*ASSIGNMENT*
Please transcribe all of the entries exactly, leaving out any images.
⁂
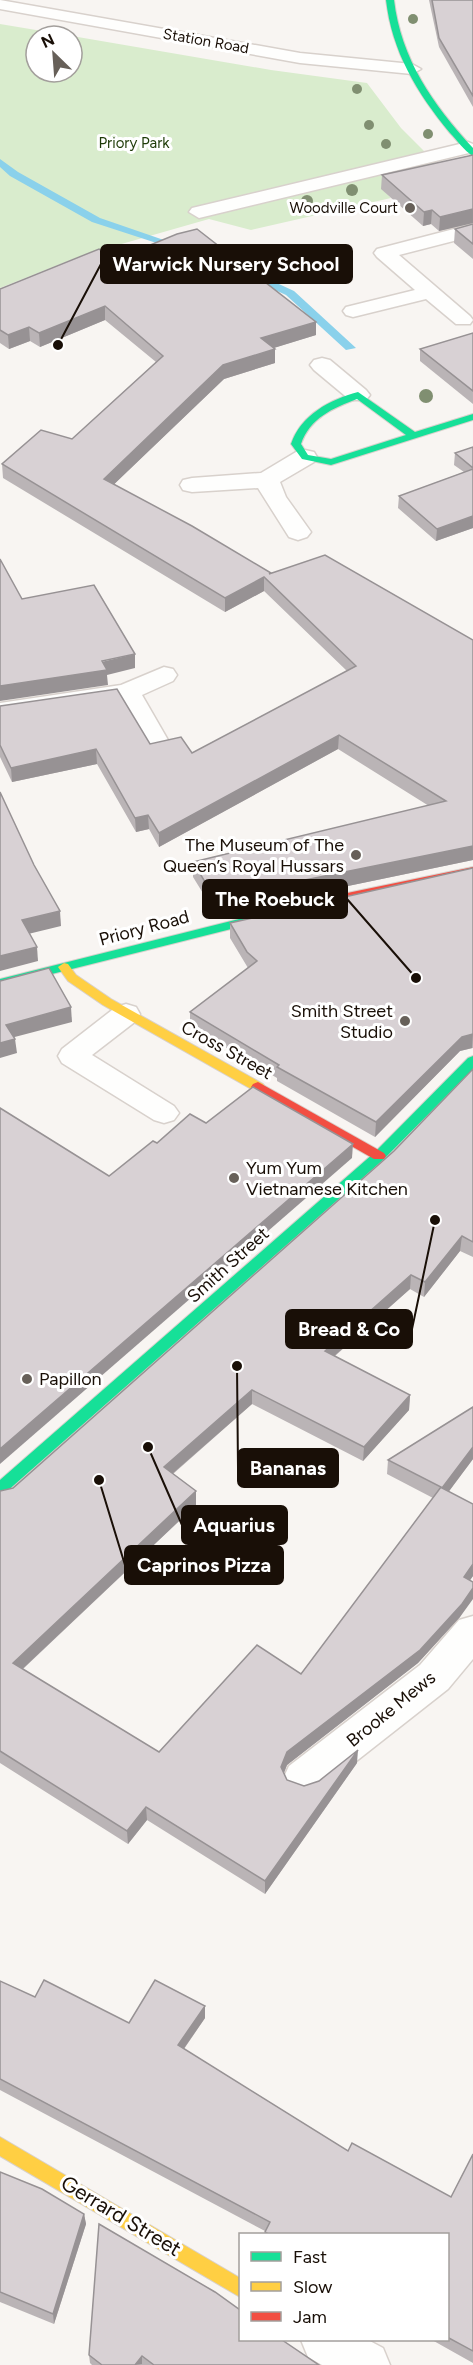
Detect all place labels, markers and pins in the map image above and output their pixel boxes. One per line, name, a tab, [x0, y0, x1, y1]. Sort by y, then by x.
place label: Woodville Court	[290, 199, 398, 217]
marker: Woodville Court	[403, 201, 417, 215]
callout: Warwick Nursery School	[101, 245, 352, 283]
place label: The Museum of The Queen’s Royal Hussars	[163, 834, 344, 877]
marker: The Museum of The Queen’s Royal Hussars	[349, 848, 363, 862]
callout: The Roebuck	[203, 880, 347, 918]
place label: Smith Street Studio	[291, 1000, 393, 1043]
marker: Smith Street Studio	[398, 1014, 412, 1028]
place label: Yum Yum Vietnamese Kitchen	[246, 1157, 408, 1200]
marker: Yum Yum Vietnamese Kitchen	[227, 1171, 241, 1185]
callout: Bread & Co	[286, 1310, 412, 1348]
place label: Papillon	[39, 1368, 102, 1390]
marker: Papillon	[20, 1372, 34, 1386]
callout: Bananas	[238, 1449, 338, 1487]
callout: Aquarius	[182, 1506, 287, 1544]
callout: Caprinos Pizza	[125, 1546, 283, 1584]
⁂
*RESPONSE*
Detect all place labels, markers and pins in the map image above and output their pixel boxes. One per line, name, a tab, [x0, y0, x1, y1]. Sort by y, then by x.
place label: Woodville Court	[290, 199, 398, 217]
marker: Woodville Court	[403, 201, 417, 215]
callout: Warwick Nursery School	[101, 245, 352, 283]
place label: The Museum of The Queen’s Royal Hussars	[163, 834, 344, 877]
marker: The Museum of The Queen’s Royal Hussars	[349, 848, 363, 862]
callout: The Roebuck	[203, 880, 347, 918]
place label: Smith Street Studio	[291, 1000, 393, 1043]
marker: Smith Street Studio	[398, 1014, 412, 1028]
place label: Yum Yum Vietnamese Kitchen	[246, 1157, 408, 1200]
marker: Yum Yum Vietnamese Kitchen	[227, 1171, 241, 1185]
callout: Bread & Co	[286, 1310, 412, 1348]
place label: Papillon	[39, 1368, 102, 1390]
marker: Papillon	[20, 1372, 34, 1386]
callout: Bananas	[238, 1449, 338, 1487]
callout: Aquarius	[182, 1506, 287, 1544]
callout: Caprinos Pizza	[125, 1546, 283, 1584]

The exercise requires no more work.